## THE TASK
From the entries below, copy every line that holds the word "circle".

## Saved data entries
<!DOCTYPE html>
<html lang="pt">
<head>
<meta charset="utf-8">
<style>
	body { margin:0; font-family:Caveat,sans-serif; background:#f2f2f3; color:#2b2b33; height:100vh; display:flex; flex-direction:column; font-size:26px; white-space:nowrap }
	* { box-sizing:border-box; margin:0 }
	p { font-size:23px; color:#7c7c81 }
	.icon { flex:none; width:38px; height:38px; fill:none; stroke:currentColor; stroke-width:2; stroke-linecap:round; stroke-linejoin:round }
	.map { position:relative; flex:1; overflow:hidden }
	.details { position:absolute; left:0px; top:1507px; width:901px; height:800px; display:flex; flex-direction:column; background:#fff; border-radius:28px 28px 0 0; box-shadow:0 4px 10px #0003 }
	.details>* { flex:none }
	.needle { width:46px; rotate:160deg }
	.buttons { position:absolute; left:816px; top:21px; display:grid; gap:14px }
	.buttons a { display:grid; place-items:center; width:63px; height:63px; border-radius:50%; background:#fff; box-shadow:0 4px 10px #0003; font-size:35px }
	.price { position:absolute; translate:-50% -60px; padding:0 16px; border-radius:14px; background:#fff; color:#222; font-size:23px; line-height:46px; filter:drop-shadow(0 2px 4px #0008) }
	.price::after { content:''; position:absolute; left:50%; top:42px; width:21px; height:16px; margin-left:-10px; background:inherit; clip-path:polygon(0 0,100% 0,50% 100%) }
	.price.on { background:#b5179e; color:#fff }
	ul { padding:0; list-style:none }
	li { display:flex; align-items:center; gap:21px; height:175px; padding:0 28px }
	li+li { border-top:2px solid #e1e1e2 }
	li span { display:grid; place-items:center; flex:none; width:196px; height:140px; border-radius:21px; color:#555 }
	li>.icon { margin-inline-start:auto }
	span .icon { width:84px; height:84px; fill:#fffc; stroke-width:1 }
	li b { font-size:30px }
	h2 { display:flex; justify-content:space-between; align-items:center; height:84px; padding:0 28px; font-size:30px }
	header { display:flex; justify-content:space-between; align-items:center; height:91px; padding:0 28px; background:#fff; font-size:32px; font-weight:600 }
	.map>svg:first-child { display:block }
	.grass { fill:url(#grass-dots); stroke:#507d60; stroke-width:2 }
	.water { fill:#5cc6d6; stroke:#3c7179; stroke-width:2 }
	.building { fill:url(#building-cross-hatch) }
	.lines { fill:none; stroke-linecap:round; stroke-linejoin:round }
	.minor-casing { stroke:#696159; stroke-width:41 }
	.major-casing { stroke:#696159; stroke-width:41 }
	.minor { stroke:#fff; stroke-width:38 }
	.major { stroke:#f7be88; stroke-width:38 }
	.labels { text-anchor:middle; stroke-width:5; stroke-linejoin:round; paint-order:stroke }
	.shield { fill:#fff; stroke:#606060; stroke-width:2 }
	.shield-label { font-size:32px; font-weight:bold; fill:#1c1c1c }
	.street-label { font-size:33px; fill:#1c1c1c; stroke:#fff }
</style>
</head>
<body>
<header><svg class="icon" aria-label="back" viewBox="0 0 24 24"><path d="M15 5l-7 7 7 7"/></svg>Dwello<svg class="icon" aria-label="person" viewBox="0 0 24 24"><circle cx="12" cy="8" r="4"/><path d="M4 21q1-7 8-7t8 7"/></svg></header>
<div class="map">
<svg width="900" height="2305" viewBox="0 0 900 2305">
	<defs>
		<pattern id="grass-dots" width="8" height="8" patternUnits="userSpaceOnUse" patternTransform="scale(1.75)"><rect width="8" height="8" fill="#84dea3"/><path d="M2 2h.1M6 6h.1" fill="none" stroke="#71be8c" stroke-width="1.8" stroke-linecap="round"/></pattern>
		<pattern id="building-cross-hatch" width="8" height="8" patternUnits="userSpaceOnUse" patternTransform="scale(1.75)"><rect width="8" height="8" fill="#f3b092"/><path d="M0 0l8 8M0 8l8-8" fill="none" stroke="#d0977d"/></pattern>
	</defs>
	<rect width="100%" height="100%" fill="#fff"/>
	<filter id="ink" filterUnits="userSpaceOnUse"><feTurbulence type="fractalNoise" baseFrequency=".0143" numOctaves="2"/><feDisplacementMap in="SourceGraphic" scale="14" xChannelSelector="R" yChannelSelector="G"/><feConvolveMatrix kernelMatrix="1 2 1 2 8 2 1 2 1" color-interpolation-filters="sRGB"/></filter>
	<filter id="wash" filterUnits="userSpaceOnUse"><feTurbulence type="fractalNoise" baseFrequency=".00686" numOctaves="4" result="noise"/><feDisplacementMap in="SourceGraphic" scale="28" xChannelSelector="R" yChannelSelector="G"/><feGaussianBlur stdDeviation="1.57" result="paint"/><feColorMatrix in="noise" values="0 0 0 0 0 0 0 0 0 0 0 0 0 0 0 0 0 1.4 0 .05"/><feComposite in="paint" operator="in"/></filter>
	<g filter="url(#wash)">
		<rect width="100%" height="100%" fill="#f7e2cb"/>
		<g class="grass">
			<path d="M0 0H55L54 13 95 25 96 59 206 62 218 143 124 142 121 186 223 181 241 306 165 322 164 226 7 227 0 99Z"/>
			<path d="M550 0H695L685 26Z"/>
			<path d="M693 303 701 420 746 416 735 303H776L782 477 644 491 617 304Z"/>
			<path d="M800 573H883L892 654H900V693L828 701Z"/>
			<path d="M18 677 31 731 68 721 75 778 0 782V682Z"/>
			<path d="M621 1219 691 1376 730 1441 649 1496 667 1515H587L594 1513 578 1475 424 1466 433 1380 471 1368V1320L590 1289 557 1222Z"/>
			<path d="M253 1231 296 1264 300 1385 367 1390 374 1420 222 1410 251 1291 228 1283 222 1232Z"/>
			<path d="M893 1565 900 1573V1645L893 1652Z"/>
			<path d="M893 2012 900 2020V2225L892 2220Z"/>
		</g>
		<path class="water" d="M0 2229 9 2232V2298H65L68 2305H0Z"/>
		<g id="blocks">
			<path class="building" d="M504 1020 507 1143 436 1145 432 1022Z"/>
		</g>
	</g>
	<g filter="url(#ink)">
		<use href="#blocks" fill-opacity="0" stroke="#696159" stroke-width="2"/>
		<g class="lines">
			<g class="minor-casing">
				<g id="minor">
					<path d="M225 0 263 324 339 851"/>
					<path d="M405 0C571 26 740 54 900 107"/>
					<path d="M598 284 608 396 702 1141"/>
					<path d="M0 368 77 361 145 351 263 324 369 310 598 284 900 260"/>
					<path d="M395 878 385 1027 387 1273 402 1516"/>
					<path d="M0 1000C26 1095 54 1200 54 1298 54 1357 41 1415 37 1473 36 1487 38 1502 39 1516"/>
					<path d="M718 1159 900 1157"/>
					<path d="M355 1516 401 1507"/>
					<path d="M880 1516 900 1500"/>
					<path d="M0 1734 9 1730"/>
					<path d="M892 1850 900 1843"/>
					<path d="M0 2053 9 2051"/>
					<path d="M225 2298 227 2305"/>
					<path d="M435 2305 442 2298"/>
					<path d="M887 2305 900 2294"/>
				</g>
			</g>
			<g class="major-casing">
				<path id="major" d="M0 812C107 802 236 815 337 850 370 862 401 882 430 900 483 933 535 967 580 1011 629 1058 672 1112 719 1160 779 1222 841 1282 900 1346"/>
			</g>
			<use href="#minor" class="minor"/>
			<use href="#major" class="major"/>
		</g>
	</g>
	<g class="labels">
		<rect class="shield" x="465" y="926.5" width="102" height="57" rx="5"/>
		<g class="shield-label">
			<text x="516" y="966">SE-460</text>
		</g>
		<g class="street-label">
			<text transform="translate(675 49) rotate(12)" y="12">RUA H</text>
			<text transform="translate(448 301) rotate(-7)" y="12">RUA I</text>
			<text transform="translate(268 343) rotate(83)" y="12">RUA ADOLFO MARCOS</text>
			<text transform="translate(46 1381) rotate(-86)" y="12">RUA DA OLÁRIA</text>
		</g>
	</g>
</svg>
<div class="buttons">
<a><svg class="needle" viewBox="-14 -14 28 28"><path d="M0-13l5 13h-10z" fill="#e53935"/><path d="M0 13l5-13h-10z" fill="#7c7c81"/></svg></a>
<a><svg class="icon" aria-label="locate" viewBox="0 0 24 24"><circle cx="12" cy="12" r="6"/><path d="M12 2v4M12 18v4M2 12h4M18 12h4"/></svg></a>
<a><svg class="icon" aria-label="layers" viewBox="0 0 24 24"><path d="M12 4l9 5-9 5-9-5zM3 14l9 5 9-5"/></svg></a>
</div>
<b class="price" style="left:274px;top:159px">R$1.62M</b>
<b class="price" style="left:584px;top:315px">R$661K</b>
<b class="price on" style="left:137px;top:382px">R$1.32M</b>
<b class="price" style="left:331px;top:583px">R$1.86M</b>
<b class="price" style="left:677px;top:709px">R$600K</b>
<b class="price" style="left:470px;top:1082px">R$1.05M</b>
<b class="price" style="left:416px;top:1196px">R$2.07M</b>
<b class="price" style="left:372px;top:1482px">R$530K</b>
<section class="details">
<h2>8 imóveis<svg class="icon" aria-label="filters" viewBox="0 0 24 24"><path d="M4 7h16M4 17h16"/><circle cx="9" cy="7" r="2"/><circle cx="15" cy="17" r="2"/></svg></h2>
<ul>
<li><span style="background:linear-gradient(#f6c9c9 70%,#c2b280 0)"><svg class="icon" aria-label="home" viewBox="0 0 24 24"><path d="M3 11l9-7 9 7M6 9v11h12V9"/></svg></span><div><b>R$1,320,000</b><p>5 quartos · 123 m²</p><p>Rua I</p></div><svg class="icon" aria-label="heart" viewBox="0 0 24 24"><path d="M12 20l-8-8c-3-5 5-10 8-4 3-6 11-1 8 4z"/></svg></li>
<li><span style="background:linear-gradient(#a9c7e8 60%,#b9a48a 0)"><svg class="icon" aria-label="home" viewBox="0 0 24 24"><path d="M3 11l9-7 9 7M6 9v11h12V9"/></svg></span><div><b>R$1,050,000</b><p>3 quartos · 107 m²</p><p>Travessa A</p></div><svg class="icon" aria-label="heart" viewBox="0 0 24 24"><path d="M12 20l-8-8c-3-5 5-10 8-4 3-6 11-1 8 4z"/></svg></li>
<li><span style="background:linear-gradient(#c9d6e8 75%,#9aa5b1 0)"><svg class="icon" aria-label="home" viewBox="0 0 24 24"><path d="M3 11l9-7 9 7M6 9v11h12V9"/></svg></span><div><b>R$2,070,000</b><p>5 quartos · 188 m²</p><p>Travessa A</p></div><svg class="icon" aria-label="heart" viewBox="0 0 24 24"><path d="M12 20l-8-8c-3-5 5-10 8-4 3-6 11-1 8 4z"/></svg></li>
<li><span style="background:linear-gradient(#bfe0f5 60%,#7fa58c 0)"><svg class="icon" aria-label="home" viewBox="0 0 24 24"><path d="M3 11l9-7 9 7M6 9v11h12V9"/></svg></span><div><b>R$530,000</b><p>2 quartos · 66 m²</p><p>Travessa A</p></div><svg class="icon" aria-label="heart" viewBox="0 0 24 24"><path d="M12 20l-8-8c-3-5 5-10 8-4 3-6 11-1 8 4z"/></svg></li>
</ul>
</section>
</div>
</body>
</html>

## OUTPUT BELOW
<header><svg class="icon" aria-label="back" viewBox="0 0 24 24"><path d="M15 5l-7 7 7 7"/></svg>Dwello<svg class="icon" aria-label="person" viewBox="0 0 24 24"><circle cx="12" cy="8" r="4"/><path d="M4 21q1-7 8-7t8 7"/></svg></header>
<a><svg class="icon" aria-label="locate" viewBox="0 0 24 24"><circle cx="12" cy="12" r="6"/><path d="M12 2v4M12 18v4M2 12h4M18 12h4"/></svg></a>
<h2>8 imóveis<svg class="icon" aria-label="filters" viewBox="0 0 24 24"><path d="M4 7h16M4 17h16"/><circle cx="9" cy="7" r="2"/><circle cx="15" cy="17" r="2"/></svg></h2>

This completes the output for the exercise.